* [What to do] Every line from the one with "Instruction: Build a" through the final line of the entries below should be returned exactly; leave out all other lines.

Collected data
————————

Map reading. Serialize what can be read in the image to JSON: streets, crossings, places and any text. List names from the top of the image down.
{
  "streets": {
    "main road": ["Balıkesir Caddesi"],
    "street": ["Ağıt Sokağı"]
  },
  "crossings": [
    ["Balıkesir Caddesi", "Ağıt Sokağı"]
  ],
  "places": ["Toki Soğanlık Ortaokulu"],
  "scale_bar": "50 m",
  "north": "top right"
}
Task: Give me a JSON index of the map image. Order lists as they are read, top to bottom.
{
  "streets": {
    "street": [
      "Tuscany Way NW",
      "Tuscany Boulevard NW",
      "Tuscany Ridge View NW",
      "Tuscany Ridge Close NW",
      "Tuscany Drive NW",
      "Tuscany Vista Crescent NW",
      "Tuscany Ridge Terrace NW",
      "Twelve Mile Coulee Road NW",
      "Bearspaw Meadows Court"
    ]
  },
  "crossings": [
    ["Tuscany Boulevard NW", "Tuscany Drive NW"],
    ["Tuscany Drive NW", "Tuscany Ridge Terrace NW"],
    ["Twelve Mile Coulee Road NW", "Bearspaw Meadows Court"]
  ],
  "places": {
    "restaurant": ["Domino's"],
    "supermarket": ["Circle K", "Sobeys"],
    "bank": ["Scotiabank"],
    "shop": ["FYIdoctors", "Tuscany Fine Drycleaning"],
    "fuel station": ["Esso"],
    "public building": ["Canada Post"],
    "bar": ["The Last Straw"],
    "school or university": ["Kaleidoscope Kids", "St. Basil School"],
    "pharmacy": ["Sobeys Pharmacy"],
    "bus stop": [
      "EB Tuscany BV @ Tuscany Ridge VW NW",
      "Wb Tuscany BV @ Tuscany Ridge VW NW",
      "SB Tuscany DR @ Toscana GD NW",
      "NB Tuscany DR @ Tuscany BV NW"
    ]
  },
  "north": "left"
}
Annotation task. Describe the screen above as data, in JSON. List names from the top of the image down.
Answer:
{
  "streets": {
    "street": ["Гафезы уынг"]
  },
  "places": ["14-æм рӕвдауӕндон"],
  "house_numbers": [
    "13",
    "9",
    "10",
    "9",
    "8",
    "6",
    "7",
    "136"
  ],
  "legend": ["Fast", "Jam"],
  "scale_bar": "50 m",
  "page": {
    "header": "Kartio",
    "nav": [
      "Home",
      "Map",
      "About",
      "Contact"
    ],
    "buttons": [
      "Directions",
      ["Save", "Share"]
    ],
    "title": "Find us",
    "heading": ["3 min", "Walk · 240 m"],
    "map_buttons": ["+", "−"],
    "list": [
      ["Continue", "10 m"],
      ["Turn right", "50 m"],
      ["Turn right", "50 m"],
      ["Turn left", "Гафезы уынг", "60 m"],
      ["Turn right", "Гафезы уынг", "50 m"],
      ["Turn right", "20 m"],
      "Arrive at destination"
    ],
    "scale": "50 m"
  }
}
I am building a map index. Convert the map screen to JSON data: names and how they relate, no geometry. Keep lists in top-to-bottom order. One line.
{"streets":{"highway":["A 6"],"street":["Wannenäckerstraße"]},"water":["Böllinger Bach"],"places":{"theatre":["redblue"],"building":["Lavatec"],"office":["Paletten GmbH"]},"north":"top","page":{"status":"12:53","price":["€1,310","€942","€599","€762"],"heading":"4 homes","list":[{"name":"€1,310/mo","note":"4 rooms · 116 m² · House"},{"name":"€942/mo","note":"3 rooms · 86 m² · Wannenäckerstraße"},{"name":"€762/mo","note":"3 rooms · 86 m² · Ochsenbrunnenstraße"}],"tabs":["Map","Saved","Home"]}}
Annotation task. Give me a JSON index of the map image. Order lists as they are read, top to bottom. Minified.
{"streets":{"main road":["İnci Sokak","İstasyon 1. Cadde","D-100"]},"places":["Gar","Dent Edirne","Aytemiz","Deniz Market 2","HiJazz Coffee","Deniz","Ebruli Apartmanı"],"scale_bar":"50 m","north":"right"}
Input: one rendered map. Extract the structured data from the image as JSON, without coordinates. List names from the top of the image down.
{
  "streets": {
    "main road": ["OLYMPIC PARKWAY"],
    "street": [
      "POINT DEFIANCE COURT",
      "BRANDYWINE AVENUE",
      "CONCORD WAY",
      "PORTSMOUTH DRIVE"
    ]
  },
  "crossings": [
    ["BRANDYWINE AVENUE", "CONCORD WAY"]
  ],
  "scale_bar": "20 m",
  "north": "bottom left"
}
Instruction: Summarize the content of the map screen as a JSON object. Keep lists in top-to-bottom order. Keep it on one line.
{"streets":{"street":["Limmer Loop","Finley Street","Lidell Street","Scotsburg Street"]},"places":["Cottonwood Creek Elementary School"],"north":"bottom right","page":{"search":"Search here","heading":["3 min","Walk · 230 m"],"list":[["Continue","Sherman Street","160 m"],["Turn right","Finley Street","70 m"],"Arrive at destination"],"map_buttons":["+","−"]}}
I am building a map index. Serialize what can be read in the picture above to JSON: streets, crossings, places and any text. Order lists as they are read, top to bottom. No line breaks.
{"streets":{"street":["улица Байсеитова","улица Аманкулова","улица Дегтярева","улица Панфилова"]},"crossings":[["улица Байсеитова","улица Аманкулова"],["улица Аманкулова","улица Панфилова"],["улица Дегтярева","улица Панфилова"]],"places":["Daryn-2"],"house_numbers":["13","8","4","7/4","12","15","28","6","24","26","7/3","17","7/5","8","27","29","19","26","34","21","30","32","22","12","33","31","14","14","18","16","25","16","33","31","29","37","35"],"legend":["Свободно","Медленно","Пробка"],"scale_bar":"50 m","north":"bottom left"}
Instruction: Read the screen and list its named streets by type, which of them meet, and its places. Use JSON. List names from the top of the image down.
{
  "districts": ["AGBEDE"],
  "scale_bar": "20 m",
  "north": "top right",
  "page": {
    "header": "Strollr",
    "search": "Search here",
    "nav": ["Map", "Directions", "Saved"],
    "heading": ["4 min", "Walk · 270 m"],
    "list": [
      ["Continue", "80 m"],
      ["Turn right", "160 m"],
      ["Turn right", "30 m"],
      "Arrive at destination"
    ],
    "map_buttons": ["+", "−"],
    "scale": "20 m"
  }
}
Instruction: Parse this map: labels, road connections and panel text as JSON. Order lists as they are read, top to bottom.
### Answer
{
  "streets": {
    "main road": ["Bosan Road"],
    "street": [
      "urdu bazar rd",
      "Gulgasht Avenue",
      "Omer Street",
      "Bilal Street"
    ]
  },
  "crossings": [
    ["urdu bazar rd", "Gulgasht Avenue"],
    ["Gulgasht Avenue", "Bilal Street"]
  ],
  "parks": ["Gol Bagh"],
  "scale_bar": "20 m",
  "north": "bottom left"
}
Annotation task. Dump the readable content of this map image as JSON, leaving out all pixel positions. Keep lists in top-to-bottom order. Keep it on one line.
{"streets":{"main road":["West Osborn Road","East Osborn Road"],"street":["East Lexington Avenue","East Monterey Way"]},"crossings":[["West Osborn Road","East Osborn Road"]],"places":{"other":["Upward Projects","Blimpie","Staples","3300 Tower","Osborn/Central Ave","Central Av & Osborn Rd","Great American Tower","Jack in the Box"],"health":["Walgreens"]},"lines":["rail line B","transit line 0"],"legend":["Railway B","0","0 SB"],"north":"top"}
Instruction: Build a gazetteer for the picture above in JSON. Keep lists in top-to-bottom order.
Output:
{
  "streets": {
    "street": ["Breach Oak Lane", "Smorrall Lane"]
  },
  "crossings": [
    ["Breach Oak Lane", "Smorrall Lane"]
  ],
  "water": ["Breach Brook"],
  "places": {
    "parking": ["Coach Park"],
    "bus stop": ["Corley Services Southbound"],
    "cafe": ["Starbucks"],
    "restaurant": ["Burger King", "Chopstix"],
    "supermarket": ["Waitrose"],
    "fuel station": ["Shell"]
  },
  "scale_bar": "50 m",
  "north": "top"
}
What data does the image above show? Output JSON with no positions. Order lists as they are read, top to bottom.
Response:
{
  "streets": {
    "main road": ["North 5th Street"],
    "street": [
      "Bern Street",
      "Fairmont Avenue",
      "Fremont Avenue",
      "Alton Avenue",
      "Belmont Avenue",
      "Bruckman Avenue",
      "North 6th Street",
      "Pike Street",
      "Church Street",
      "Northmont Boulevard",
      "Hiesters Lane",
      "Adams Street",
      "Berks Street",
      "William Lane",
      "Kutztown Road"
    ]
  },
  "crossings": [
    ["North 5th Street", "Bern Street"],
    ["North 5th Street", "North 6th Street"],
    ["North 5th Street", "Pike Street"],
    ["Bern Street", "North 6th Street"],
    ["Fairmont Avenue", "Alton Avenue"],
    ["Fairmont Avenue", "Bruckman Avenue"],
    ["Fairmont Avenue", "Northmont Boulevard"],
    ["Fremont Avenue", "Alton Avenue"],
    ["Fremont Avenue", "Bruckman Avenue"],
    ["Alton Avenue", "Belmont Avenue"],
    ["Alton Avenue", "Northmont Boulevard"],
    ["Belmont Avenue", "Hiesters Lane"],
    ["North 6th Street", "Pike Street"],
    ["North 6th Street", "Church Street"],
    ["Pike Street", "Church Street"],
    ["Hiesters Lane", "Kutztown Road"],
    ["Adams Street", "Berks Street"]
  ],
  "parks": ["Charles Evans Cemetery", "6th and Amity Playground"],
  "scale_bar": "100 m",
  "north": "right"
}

————————

* [Exercise output]
Instruction: Build a gazetteer for the picture above in JSON. Keep lists in top-to-bottom order.
Output:
{
  "streets": {
    "street": ["Breach Oak Lane", "Smorrall Lane"]
  },
  "crossings": [
    ["Breach Oak Lane", "Smorrall Lane"]
  ],
  "water": ["Breach Brook"],
  "places": {
    "parking": ["Coach Park"],
    "bus stop": ["Corley Services Southbound"],
    "cafe": ["Starbucks"],
    "restaurant": ["Burger King", "Chopstix"],
    "supermarket": ["Waitrose"],
    "fuel station": ["Shell"]
  },
  "scale_bar": "50 m",
  "north": "top"
}
What data does the image above show? Output JSON with no positions. Order lists as they are read, top to bottom.
Response:
{
  "streets": {
    "main road": ["North 5th Street"],
    "street": [
      "Bern Street",
      "Fairmont Avenue",
      "Fremont Avenue",
      "Alton Avenue",
      "Belmont Avenue",
      "Bruckman Avenue",
      "North 6th Street",
      "Pike Street",
      "Church Street",
      "Northmont Boulevard",
      "Hiesters Lane",
      "Adams Street",
      "Berks Street",
      "William Lane",
      "Kutztown Road"
    ]
  },
  "crossings": [
    ["North 5th Street", "Bern Street"],
    ["North 5th Street", "North 6th Street"],
    ["North 5th Street", "Pike Street"],
    ["Bern Street", "North 6th Street"],
    ["Fairmont Avenue", "Alton Avenue"],
    ["Fairmont Avenue", "Bruckman Avenue"],
    ["Fairmont Avenue", "Northmont Boulevard"],
    ["Fremont Avenue", "Alton Avenue"],
    ["Fremont Avenue", "Bruckman Avenue"],
    ["Alton Avenue", "Belmont Avenue"],
    ["Alton Avenue", "Northmont Boulevard"],
    ["Belmont Avenue", "Hiesters Lane"],
    ["North 6th Street", "Pike Street"],
    ["North 6th Street", "Church Street"],
    ["Pike Street", "Church Street"],
    ["Hiesters Lane", "Kutztown Road"],
    ["Adams Street", "Berks Street"]
  ],
  "parks": ["Charles Evans Cemetery", "6th and Amity Playground"],
  "scale_bar": "100 m",
  "north": "right"
}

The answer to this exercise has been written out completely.